• Exercise brief:
Every record must appear in your copy exactly as written, with no pictures.

(Extracted records)
★ ★ ★

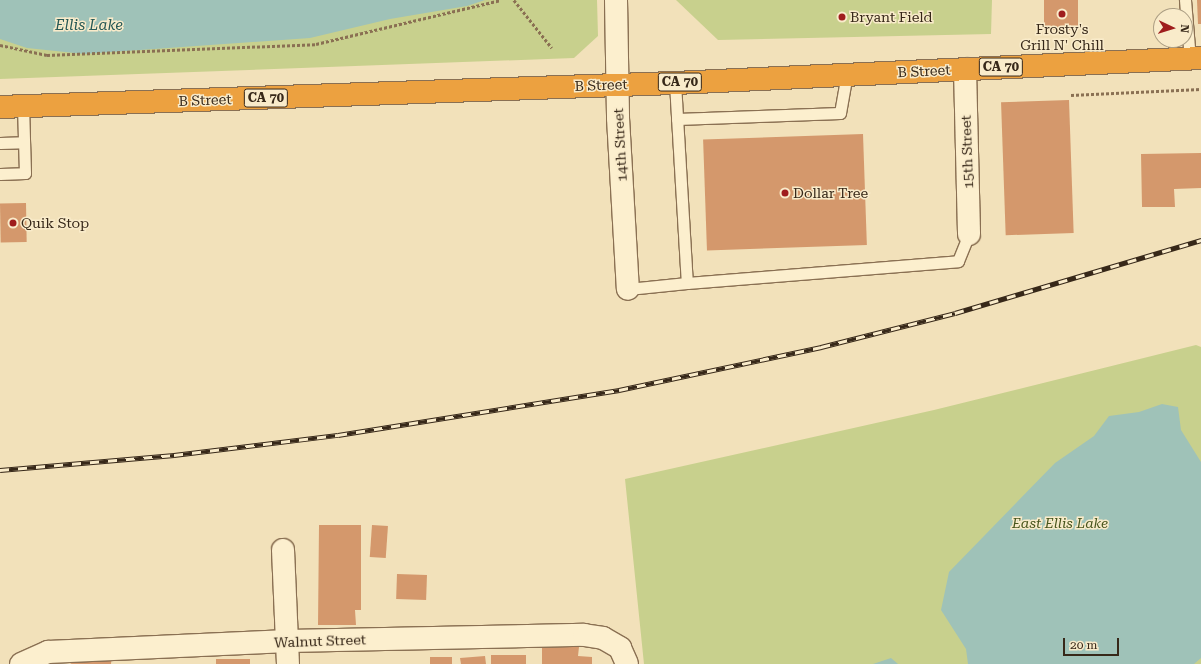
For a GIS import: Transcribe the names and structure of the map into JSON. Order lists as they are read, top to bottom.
{
  "streets": {
    "highway": ["CA 70", "B Street"],
    "street": ["14th Street", "15th Street", "Walnut Street"]
  },
  "crossings": [
    ["B Street", "14th Street"],
    ["B Street", "15th Street"]
  ],
  "water": ["Ellis Lake"],
  "parks": ["East Ellis Lake"],
  "places": [
    "Frosty's Grill N' Chill",
    "Bryant Field",
    "Dollar Tree",
    "Quik Stop"
  ],
  "scale_bar": "20 m",
  "north": "right"
}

★ ★ ★

• Response box:
For a GIS import: Transcribe the names and structure of the map into JSON. Order lists as they are read, top to bottom.
{
  "streets": {
    "highway": ["CA 70", "B Street"],
    "street": ["14th Street", "15th Street", "Walnut Street"]
  },
  "crossings": [
    ["B Street", "14th Street"],
    ["B Street", "15th Street"]
  ],
  "water": ["Ellis Lake"],
  "parks": ["East Ellis Lake"],
  "places": [
    "Frosty's Grill N' Chill",
    "Bryant Field",
    "Dollar Tree",
    "Quik Stop"
  ],
  "scale_bar": "20 m",
  "north": "right"
}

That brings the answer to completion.